> **Task directions**
The required output is the line that contains "trace(dot, '#fff', 1.5);" and every line after it, each written out exactly, up to the end of the entries.

(Saved data entries)
################
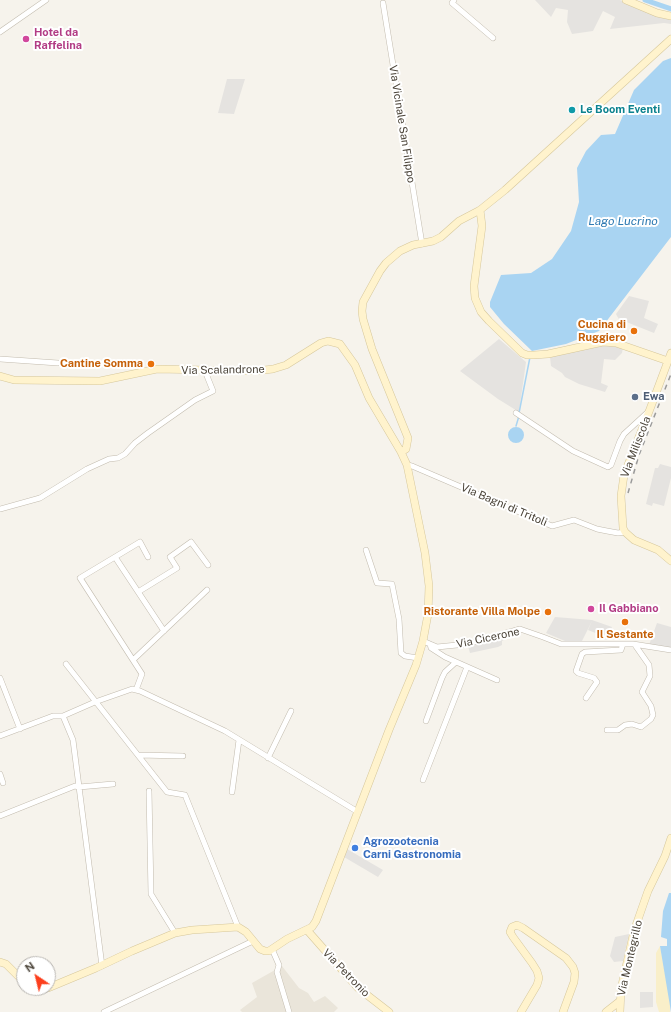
<!DOCTYPE html>
<html>
<head>
<meta charset="utf-8">
<style>
	body { margin:0 }
	#map { position:relative; width:671px; height:1012px; overflow:hidden; background:#f6f3ec; font-family:"Public Sans",sans-serif }
	canvas { display:block }
	.north { position:absolute; left:16px; top:956px; width:40px; height:40px; box-sizing:border-box; background:#fff; border:1px solid #b7b4b0; border-radius:50%; rotate:325deg; font-size:11px; font-weight:700; line-height:16px; text-align:center; color:#4b4439 }
	.north::after { content:''; display:block; margin:auto; width:14px; height:18px; background:#fc3f1d; clip-path:polygon(50% 0,100% 100%,50% 72%,0 100%) }
</style>
</head>
<body>
<div id="map">
<canvas width="671" height="1012"></canvas>
<div class="north">N</div>
</div>
<script>
const ctx = document.querySelector('canvas').getContext('2d');
ctx.lineJoin = 'round';
function fill(path, color) {
  ctx.fillStyle = color;
  ctx.fill(path, 'evenodd');
}
function poly(rows) {
  const path = new Path2D();
  for (const r of rows) {
    if (r.length === 3) {
      path.moveTo(r[0] + r[2], r[1]);
      path.arc(r[0], r[1], r[2], 0, 2 * Math.PI);
      continue;
    }
    path.moveTo(r[0], r[1]);
    for (let i = 2; i < r.length; i += 2) path.lineTo(r[i], r[i + 1]);
  }
  return path;
}
function trace(path, color, width, dash) {
  ctx.strokeStyle = color;
  ctx.lineWidth = width;
  ctx.lineCap = dash ? 'butt' : 'round';
  ctx.setLineDash(dash || []);
  ctx.stroke(path);
}
function drawText(font, color, halo, rows, align = 'center') {
  ctx.font = font + ' "Public Sans",sans-serif';
  ctx.lineWidth = 4;
  ctx.setLineDash([]);
  ctx.textBaseline = 'middle';
  ctx.strokeStyle = halo;
  ctx.fillStyle = color;
  for (const [text, x, y, turn = 0] of rows) {
    ctx.save();
    ctx.translate(x, y);
    ctx.rotate((+turn || 0) * Math.PI / 180);
    ctx.textAlign = isNaN(turn) ? turn : align;
    if (halo) ctx.strokeText(text, 0, 0);
    ctx.fillText(text, 0, 0);
    ctx.restore();
  }
}
fill(poly([
	[282,966,299,988,308,993,314,1002,325,996,338,1008,334,1012,242,1012,240,1010,257,997,252,983]
]), '#eae5da');
fill(poly([
	[660,946,670,1000,670,1012,659,1012,656,1002,656,953]
]), '#f9efc9');
fill(poly([
	[535,0,620,0,653,15,671,19,671,24,664,23,610,29,615,17,603,11,593,31,572,34,567,22,568,10,556,8,551,17],
	[227,79,245,79,234,114,218,113],
	[629,296,649,301,644,318,658,324,654,333,619,319,617,316,616,314],
	[499,339,526,362,519,412,498,399,460,371],
	[603,345,623,347,622,353,615,360,604,359,601,383,608,386,605,392,579,384,565,377,562,373,551,366,550,357],
	[660,464,671,467,671,478,664,506,653,503,652,506,646,504,655,468,658,468],
	[555,617,592,620,612,627,608,638,588,630,592,621,582,641,577,642,565,641,546,633],
	[657,623,671,627,671,648,649,645],
	[506,636,507,638,502,641,502,645,498,647,470,653,468,646],
	[347,849,383,870,378,877,344,857],
	[629,934,623,961,614,962,610,956,615,937],
	[640,992,653,992,653,1007,640,1008]
]), '#e5e3e0');
fill(poly([
	[671,58,671,237,599,331,566,344,532,351,504,324,490,307,490,302,501,275,531,273,552,259,571,231,579,202,577,168,586,151,601,135,615,134,634,90,663,61],
	[516,435,8],
	[669,893,671,893,671,1012,660,946,667,946,667,939,661,937,663,911]
]), '#a9d4f2');
trace(poly([
	[519,413,530,357],
	[516,426,519,416]
]), '#a9d4f2', 1.5);
trace(poly([
	[645,0,671,9]
]), '#a9d4f2', 5);
const street = poly([
	[454,0,452,3,493,38],
	[383,3,422,244],
	[0,32,46,0],
	[0,359,58,363],
	[516,413,573,451,608,467,611,465,620,441,624,434,648,412],
	[407,465,412,466,552,526,574,520,597,529,607,531,618,533,625,532],
	[0,509,40,498,87,469,109,459,118,458,125,454,135,443,148,433,195,400,213,391,205,371],
	[366,550,377,583,392,584,399,619,401,653,405,656,418,658],
	[115,557,164,631],
	[138,592,177,568,170,557,191,542,208,565],
	[423,641,437,647,467,644,520,629,543,637,561,644,633,644,671,650],
	[430,644,431,648,445,657,497,680],
	[133,660,207,590],
	[66,664,167,792,185,795,238,927],
	[0,678,20,729],
	[136,690,142,674,80,578,140,542,148,557],
	[586,698,597,682,594,678,578,673,576,671,582,654,585,652,621,650,623,644],
	[426,721,442,678,445,672,456,662],
	[607,730,618,730,625,725,632,724,641,727,651,719,653,715,651,706,642,692,650,676,649,665,635,645],
	[0,736,53,716,63,716],
	[138,755,183,756],
	[268,758,291,711],
	[0,774,3,783],
	[423,780,467,667],
	[149,791,151,894,175,933],
	[232,792,239,740],
	[0,816,75,786,79,787,113,784],
	[272,949,279,965,277,972,289,1012],
	[102,966,73,740,63,716,95,702,132,689,140,691,225,731,358,812],
	[104,1012,253,941]
]);
const secondary = poly([
	[626,0,657,13,671,16],
	[480,210,482,226,474,286,475,298,481,312,489,321,522,353,527,355,534,355,548,354,603,342,616,343,668,361],
	[671,353,650,409,624,475,621,496,623,528,625,532,634,540,658,550,671,561],
	[0,376,14,380,100,381,157,369,256,371,273,369,286,365,321,343,328,341,340,344,355,365,369,398,401,452,407,465,425,553,429,586,428,614,423,641,416,665,389,730,316,921,312,927,287,939,269,951,265,951,260,949,246,932,238,927,192,930,175,933,132,951,96,968,48,988],
	[401,452,406,449,408,438,372,349,363,319,362,311,363,302,380,271,386,263,400,251,413,245,433,241,441,237,459,221,480,210,505,190,671,39],
	[307,930,358,988,389,1012],
	[0,962,6,964,24,982],
	[31,988,33,989,41,989,47,988],
	[521,1012,537,985,539,978,537,971,532,963,513,937,510,932,512,927,517,925,523,928,566,958,573,967,575,973,574,982,563,1012],
	[606,1012,620,1001],
	[620,1012,621,989,634,931,648,891,665,856,671,838]
]);
trace(street, '#c2bbae', 6);
trace(secondary, '#d6c79b', 8);
trace(street, '#fff', 5);
trace(secondary, '#fff3cd', 7);
trace(poly([
	[628,493,639,455,671,374]
]), '#9a9a9a', 1.5, [5, 5]);
for (const [x, y, r, color] of [
	[26,39,4,"#d1479c"],
	[572,110,4,"#0f9aa8"],
	[634,331,4,"#e8710a"],
	[151,364,4,"#e8710a"],
	[635,397,4,"#5c6f8a"],
	[591,609,4,"#d1479c"],
	[548,612,4,"#e8710a"],
	[625,622,4,"#e8710a"],
	[355,848,4,"#3f7fe0"]
]) {
  const dot = new Path2D();
  dot.arc(x, y, r, 0, 2 * Math.PI);
  ctx.fillStyle = color;
  ctx.fill(dot);
  trace(dot, '#fff', 1.5);
}
drawText('bold 11px', '#b23c85', '#fff', [
	["Hotel da",34,33],
	["Raffelina",34,46],
	["Il Gabbiano",599,609]
], 'left');
drawText('bold 11px', '#0d838f', '#fff', [
	["Le Boom Eventi",580,110]
], 'left');
drawText('11px', '#4b4439', '#fff', [
	["Via Vicinale San Filippo",402,124,81],
	["Via Scalandrone",223,370,-1],
	["Via Miliscola",636,447,-69],
	["Via Bagni di Tritoli",504,505,23],
	["Via Cicerone",488,638,-12],
	["Via Montegrillo",630,958,-77],
	["Via Petronio",346,973,46]
]);
drawText('bold 11px', '#c56008', '#fff', [
	["Cucina di",626,325],
	["Ruggiero",626,338],
	["Cantine Somma",143,364],
	["Ristorante Villa Molpe",540,612],
	["Il Sestante",625,635,"center"]
], 'right');
drawText('bold 11px', '#4e5e75', '#fff', [
	["Ewa",643,397]
], 'left');
drawText('bold 11px', '#366cbe', '#fff', [
	["Agrozootecnia",363,842],
	["Carni Gastronomia",363,855]
], 'left');
drawText('italic 12px', '#2e7ab2', '#fff', [
	["Lago Lucrino",623,221]
]);
</script>
</body>
</html>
################
> **Solution to this task**
  trace(dot, '#fff', 1.5);
}
drawText('bold 11px', '#b23c85', '#fff', [
	["Hotel da",34,33],
	["Raffelina",34,46],
	["Il Gabbiano",599,609]
], 'left');
drawText('bold 11px', '#0d838f', '#fff', [
	["Le Boom Eventi",580,110]
], 'left');
drawText('11px', '#4b4439', '#fff', [
	["Via Vicinale San Filippo",402,124,81],
	["Via Scalandrone",223,370,-1],
	["Via Miliscola",636,447,-69],
	["Via Bagni di Tritoli",504,505,23],
	["Via Cicerone",488,638,-12],
	["Via Montegrillo",630,958,-77],
	["Via Petronio",346,973,46]
]);
drawText('bold 11px', '#c56008', '#fff', [
	["Cucina di",626,325],
	["Ruggiero",626,338],
	["Cantine Somma",143,364],
	["Ristorante Villa Molpe",540,612],
	["Il Sestante",625,635,"center"]
], 'right');
drawText('bold 11px', '#4e5e75', '#fff', [
	["Ewa",643,397]
], 'left');
drawText('bold 11px', '#366cbe', '#fff', [
	["Agrozootecnia",363,842],
	["Carni Gastronomia",363,855]
], 'left');
drawText('italic 12px', '#2e7ab2', '#fff', [
	["Lago Lucrino",623,221]
]);
</script>
</body>
</html>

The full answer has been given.